Forgot your password?
typodupeerror
Data Storage Linux Hardware

Open Source Deduplication For Linux With Opendedup 186

Posted by timothy
from the its-missing-apostrophes dept.
tazzbit writes "The storage vendors have been crowing about data deduplication technology for some time now, but a new open source project, Opendedup, brings it to Linux and its hypervisors — KVM, Xen and VMware. The new deduplication-based file system called SDFS (GPL v2) is scalable to eight petabytes of capacity with 256 storage engines, which can each store up to 32TB of deduplicated data. Each volume can be up to 8 exabytes and the number of files is limited by the underlying file system. Opendedup runs in user space, making it platform independent, easier to scale and cluster, and it can integrate with other user space services like Amazon S3."
This discussion has been archived. No new comments can be posted.

Open Source Deduplication For Linux With Opendedup

Comments Filter:
  • by stoolpigeon (454276) * <bittercode@gmail> on Saturday March 27, 2010 @11:32PM (#31644772) Homepage Journal

    Data deduplication [wikipedia.org]
    ( I don't )

  • by MyLongNickName (822545) on Saturday March 27, 2010 @11:52PM (#31644882) Journal

    Data deduplication is huge in virtualized environments.

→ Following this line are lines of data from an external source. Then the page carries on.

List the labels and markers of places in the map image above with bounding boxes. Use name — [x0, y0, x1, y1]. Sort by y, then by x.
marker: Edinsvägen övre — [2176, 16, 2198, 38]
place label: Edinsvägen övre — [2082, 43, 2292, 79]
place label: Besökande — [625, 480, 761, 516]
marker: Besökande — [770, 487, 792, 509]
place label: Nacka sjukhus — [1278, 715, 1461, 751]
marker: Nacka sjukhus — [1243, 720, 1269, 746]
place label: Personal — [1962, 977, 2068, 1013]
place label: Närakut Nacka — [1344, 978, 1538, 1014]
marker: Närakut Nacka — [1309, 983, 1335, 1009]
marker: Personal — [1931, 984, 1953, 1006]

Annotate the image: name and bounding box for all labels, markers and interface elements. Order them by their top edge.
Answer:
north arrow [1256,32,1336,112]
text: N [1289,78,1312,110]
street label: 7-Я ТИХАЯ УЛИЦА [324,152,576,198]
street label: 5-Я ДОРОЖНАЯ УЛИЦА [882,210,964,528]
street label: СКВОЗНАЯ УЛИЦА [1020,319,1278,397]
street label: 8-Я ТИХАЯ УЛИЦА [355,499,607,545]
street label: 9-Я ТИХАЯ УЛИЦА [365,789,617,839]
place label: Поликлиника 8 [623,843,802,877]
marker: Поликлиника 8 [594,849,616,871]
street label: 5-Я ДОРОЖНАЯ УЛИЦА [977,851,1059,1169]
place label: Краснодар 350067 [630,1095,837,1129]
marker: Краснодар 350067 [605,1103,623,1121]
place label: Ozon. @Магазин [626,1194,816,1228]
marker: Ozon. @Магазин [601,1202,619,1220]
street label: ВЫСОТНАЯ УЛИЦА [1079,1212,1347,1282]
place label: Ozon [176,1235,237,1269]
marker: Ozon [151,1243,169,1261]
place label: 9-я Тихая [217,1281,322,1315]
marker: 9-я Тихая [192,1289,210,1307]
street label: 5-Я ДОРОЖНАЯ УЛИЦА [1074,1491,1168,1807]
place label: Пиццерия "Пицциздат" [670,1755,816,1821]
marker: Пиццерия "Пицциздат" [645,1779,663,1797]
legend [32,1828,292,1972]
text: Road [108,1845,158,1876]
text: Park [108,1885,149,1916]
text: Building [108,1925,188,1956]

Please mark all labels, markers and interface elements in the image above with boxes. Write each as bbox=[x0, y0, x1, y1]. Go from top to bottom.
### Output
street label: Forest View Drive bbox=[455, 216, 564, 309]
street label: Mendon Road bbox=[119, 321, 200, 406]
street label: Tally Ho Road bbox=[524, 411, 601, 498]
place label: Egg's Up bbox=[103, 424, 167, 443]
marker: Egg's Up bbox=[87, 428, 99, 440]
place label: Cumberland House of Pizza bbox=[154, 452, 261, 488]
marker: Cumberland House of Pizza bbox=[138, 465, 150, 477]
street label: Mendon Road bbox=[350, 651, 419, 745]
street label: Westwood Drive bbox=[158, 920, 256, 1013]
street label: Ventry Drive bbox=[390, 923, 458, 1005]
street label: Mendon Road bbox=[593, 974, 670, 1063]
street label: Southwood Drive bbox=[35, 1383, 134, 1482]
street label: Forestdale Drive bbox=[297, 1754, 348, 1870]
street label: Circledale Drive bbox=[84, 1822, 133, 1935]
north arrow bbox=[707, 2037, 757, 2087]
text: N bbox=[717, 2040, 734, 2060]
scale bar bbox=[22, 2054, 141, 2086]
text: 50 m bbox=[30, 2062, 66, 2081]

Four virtual servers with identical OS's running on one host server? Deduplicate the data and save a lot of space.

    This is even bigger in the virutulized desktop envirornment where you could literally have hundreds of PCs virtualized on the same physical box.

  • Offtopic? (Score:4, Informative)

    by SanityInAnarchy (655584) <ninja@slaphack.com> on Sunday March 28, 2010 @12:18AM (#31645024) Journal

    If you'd mentioned the fact that this appears to be written in Java, you might have a point. But despite this, and the fact that it's in userland, they seem to be getting pretty decent performance out of it.

    And keep in mind, all of this is to support reducing the amount of storage required on a hard disk, and it's a fairly large programming effort to do so. Seems like this entire project is just the opposite of what you claim -- it's software types doing extra work so they can spend less on storage.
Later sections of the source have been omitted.